A hot shoe is a mounting point on the top of a camera to attach a flash unit and other compatible accessories. It takes the form of an angled metal bracket surrounding a metal contact point which completes an electrical connection between camera and accessory for standard, brand-independent flash synchronization.

The hot shoe is a development of the standardised "accessory shoe" or "cold shoe", with no flash contacts, formerly fitted to cameras to hold accessories such as a rangefinder, or flash connected by a cable.
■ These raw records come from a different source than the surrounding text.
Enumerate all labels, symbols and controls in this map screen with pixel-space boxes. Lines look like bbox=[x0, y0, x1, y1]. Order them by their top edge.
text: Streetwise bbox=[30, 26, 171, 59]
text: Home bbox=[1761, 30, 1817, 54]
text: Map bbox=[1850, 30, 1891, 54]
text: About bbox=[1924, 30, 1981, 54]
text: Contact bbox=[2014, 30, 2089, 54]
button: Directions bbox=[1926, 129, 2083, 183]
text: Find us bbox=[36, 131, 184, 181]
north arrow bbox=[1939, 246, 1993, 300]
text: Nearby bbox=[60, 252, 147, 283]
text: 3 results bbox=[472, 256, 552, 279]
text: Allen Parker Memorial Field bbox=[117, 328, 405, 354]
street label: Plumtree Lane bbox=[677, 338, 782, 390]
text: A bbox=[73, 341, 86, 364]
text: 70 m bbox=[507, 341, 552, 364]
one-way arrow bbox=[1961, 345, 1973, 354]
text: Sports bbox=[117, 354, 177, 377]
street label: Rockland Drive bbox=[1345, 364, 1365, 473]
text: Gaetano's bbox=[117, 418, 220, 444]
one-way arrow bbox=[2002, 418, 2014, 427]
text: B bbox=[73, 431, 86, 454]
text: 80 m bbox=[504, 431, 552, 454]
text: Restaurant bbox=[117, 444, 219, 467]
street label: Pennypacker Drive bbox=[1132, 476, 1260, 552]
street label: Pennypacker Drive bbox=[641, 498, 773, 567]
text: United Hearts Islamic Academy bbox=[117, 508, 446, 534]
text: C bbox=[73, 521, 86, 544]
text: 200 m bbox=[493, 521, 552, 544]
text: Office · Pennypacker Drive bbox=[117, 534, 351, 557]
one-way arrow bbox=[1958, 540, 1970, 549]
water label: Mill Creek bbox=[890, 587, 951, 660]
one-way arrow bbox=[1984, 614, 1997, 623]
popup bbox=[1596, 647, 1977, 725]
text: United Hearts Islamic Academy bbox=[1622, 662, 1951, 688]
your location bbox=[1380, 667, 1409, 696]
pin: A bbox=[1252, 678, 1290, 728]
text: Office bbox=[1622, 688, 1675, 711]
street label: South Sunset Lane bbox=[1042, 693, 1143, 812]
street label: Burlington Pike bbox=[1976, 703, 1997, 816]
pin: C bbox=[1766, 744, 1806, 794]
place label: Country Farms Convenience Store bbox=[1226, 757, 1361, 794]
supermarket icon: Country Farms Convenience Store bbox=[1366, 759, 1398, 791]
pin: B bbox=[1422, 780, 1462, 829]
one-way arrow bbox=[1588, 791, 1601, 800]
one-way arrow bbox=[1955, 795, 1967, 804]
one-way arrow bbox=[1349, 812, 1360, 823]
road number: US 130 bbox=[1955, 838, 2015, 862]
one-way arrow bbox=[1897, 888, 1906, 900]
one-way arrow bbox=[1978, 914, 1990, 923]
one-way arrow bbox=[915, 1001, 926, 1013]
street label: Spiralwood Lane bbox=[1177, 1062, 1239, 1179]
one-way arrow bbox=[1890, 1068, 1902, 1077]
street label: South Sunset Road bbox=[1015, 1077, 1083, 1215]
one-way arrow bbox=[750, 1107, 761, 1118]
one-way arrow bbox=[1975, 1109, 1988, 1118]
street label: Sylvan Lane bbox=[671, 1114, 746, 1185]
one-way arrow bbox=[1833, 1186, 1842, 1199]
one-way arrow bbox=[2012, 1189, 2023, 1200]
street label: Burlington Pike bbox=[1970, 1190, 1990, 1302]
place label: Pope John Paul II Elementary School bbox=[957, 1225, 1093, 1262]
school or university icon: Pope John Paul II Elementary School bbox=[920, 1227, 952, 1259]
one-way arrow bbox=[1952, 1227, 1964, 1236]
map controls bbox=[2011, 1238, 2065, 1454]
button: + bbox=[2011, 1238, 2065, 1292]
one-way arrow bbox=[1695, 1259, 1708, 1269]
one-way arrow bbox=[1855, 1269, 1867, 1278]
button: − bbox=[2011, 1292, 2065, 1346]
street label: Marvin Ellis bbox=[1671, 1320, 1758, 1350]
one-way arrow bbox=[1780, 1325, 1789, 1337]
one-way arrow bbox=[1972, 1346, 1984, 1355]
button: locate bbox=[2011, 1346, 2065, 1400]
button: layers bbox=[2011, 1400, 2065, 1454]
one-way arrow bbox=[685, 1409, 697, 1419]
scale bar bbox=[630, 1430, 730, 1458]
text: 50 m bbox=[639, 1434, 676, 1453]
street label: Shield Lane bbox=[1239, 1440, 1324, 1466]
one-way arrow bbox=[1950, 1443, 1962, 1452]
The dimensions of the hot shoe are defined by the International Organization for Standardization (ISO) in ISO 518:2006. Details such as trigger voltage are not standardised; electrical incompatibilities are still possible between brands.

== Design ==

The hot shoe is shaped somewhat like an inverted, squared-off "U" of metal. The matching adapter on the bottom of the flash unit slides in from the back of the camera and is sometimes secured by a clamping screw or sliding clamp on the flash. In the center of the "U" is a metal contact point. This is used for standard, brand-independent flash synchronization. Normally the metal of the shoe and the metal of the contact are electrically isolated from each other. To fire the flash, these two pieces are connected together. The flash unit sets up a circuit between shoe and contact—when it is completed by the camera, the flash fires.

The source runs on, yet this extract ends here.